= Unincorporated entity =

An unincorporated entity is an organisation that has not been granted formal corporate status by incorporation.

==Description==
The most common and traditional unincorporated entities are sole traders, partnerships, and trustees of trusts. Modern unincorporated entities include limited partnerships (but not incorporated limited partnerships), limited liability partnerships (but not UK Limited Liability Partnerships, which are corporations), Limited liability limited partnerships, and limited liability companies.

Unincorporated societies and clubs are also unincorporated entities.

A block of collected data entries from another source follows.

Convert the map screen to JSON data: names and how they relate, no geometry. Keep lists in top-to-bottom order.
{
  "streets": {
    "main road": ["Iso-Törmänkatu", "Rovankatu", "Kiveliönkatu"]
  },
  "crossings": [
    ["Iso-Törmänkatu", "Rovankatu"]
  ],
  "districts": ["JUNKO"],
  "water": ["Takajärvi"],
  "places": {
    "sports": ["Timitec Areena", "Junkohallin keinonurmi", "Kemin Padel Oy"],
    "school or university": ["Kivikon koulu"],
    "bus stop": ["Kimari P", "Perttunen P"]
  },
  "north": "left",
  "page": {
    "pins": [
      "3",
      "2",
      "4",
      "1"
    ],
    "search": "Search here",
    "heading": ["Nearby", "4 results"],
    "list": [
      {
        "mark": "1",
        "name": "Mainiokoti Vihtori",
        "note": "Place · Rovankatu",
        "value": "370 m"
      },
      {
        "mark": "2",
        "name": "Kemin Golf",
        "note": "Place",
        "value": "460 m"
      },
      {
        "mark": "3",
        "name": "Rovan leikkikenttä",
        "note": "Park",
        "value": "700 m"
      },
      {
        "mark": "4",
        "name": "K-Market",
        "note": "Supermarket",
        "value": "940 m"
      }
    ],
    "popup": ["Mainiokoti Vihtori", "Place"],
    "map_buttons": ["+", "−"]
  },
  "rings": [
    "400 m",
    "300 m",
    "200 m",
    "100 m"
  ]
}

An unincorporated entity will generally be a separate entity for accounting purposes, but may or may not be a separate legal entity. For example, partnerships in England and Scotland are separate entities for accounting purposes, but while English partnerships are not separate legal entities, in Scotland they are separate legal persons. (but are not regarded as corporations).

==Australia==
In Australian law, incorporation occurs under the Corporations Act 2001, and includes:
- a branch of an overseas company not incorporated in Australia (often the name ends in corporation)
- incorporated associations which are incorporated under an Act of one of the States and territories of Australia, and
- incorporated charitable institutions.
- people grouped together by a common purpose with club-like characteristics, for example, a sporting club, social club or trade union.
- It does not include joint ventures.

==India==
In Indian law, an unincorporated company means any partnership firm whether registered or not under Indian Partnership Act, 1932, whose number of partners exceed 20 and exceed 10 in case of a banking business. Such unincorporated company is also known as an illegal association. It does not include an HUF.